Photo: Travis Grossen @ Unsplash

The biggest lie that you’ve ever heard will be that “opposites attract.” In fact one of the best ways to ruin your future romantic relationship prospects is to look for a person completely different to you. Opposites might attract at times but they very rarely stay together and not in a healthy way.

The one thing that determines the strength of your relationships is similarity.

Having shared loves will help to bond you and keep you close throughout the course of your life. Having similar hobbies, aspirations, and desires means that you’ll both move forward together in the same direction.

But really it’s more than shared hobbies and plans that make relationships strong; it’s the shared reality that you both have that makes a relationship strong.

Looking out at the world together and seeing it in a similar way helps to create a shared reality together. By having similar ways of looking at situations in the world it will help maintain intimacy and a sense that you both understand each other. It acts to draw you continuously close to each other as you both get to see yourself reflected in one another.

When you’re dating look for a shared reality

If you’re single and dating the best piece of advice I can give you is to ask your dates about things that matter to you in the world and see if they see things in a similar way to you.

If you love kids and they are wonderful to you then ask how your date feels about kids either directly or indirectly. You might want to bring up your nieces and nephews or a friend’s child that you think is cute in order to see how your date views children and if they see children as being as adorable as you do. Or if you’re a huge fan of sports or art you might want to bring that up and see how your date views those topics.

The important thing is to try and see if you have lots of “me too” moments where your date says something and you instantly recognise that you think and feel the same way about it as you do. Whether that’s about food, kids/family, religion, sports, art, work, travel, or whatever you personally find important in the world.

And make sure that you share similar views on reality for the important things. This is a crucial point. Of course two people no matter how similar they view the world will have some different views on some things otherwise it’d just be boring right! The important part is to make sure in the areas that count to you the most that you have a shared reality such as: Both wanting kids, both wanting to get married, both hating or loving socialising etc.

Watch out for the attraction trap

The biggest mistake people make is to choose a partner just because they find them attractive…and yet they have nothing in common and see the world completely differently.

Attraction is important, it’s vital that you need to be attracted to your date in order to make a future relationship work, but if you don’t have a shared reality your future relationship won’t be as good as you deserve.

Have you ever seen two people divorce who see the things they hold most important in the world from the same viewpoint? Because I haven’t either. But I have seen plenty of divorces and breakups of people who were physically attracted to each other and used that as the basis of their relationship.

Relationships mostly always break up over time because two people don’t have a shared reality within their relationship; they don’t see the important things from a similar perspective. No matter how attracted they were to each other attraction dies fast when there’s no emotional intimacy.

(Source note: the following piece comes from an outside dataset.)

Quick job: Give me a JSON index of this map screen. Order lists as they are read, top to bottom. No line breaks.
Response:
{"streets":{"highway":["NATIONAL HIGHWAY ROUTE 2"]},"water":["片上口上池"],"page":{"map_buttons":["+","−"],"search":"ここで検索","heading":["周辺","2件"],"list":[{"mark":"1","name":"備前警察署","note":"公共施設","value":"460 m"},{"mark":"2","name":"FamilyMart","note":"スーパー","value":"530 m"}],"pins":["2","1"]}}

You can avoid all of this by taking the time to find a partner who you can create a shared reality with.

Finding a great partner isn’t as hard as you think

It sounds so simple you might be confused. People think dating is hard and that finding the right person is hard. I’m going to let you into a secret: It isn’t as hard as most people think! You just have to make sure your date sees the world in a similar way to you. The problem is that most people don’t do that.

Most people either:

1. Get flattered when the other person finds them attractive.

2. Go on looks/attraction and forget the vital emotional compatibility.

3. Act out of a desperation/fear-based mindset of worrying they won’t find better and so settle.

4. Get swayed by material things like money etc.

When you do this you’re setting yourself up to fail.

A date really is an evaluation but most people are too focussed on whether or not the other person will like them. Instead take control and find out whether your date sees the world in a similar way to you, whether you have shared ambitions, goals, and perspectives on what counts to you. That way you’re setting yourself up for a lifetime of happiness.

Don’t be afraid to cut dates short

If you really have no shared reality and nothing in common with a date don’t be afraid to end it fast. Most people see a date out even if they know their date isn’t right for them.

I’m here to tell you: Don’t.

You owe a date nothing especially when you know you’re not going to be seeing them again. Of course be polite and respectful but also be respectful to yourself. You don’t want to be wasting your time or the other person’s.

Be honest if a date isn’t right for you and then make your excuses and leave. Then get back to searching for a date who is right for you.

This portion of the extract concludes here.